しかし、鴻海の郭台銘会長(65)が1月30日に大阪市のシャープ本社を訪れ、経営陣に直接説明。現経営陣を続投させ、事業売却はせずに「シャープ」ブランドを温存し、雇用も守る考えを示した。鴻海の示した条件が機構案を大幅に上回るものだったため、シャープは方針を変更した。
鴻海精密工業の郭台銘会長
■鴻海は電子機器受託製造の世界最大手
鴻海は電子機器の製造を請け負うサービスの世界最大手。iPhoneなどApple製品の部品を手がけており、フォックスコンのブランド名で知られている。毎日新聞は次のように記している。
台湾に本社を置く電子機器受託製造の世界最大手で、郭台銘会長が1974年に設立した。各国から電子部品を仕入れ、安価に製品を組み立てる手法で成長。日米の大手電機から、スマートフォンやテレビ、ゲーム機などの生産を受託している。2014年12月期の連結売上高は約15兆円、連結最終(当期)利益は約4600億円に上る。
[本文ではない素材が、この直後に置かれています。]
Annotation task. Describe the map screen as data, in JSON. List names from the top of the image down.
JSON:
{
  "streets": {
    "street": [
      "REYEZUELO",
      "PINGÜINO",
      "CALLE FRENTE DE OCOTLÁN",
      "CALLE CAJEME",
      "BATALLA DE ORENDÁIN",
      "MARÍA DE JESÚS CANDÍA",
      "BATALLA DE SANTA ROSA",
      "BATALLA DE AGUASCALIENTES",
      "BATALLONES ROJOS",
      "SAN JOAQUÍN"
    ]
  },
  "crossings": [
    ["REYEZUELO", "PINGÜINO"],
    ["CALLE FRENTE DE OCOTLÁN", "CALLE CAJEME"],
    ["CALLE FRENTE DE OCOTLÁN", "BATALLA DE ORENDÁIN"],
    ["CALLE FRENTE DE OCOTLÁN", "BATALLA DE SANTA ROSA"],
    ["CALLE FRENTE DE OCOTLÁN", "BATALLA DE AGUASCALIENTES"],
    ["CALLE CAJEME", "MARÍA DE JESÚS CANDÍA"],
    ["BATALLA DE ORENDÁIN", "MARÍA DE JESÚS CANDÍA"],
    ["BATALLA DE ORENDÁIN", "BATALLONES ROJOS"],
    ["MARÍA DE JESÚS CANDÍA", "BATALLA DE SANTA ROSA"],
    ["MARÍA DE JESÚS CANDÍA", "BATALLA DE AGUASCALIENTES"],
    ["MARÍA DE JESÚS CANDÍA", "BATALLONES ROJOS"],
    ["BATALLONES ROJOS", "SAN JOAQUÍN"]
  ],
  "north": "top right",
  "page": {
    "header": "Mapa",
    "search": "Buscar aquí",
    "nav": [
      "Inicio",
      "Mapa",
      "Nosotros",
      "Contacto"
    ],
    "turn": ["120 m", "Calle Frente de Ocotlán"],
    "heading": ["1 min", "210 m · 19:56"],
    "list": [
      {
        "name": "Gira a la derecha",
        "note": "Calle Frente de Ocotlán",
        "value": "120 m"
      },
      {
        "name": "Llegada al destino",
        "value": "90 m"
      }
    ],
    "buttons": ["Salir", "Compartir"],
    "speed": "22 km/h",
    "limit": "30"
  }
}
(シャープ:鴻海が買収へ…6000億円超拠出 最終調整 - 毎日新聞より 2016/02/04 12:49)
朝日新聞デジタルは鴻海について「グループで液晶パネルを生産しているが、技術面では日本や韓国勢に後れをとっている。シャープの持つ液晶技術を取り込むことで、国際競争力を高めたい考えだ」と伝えている。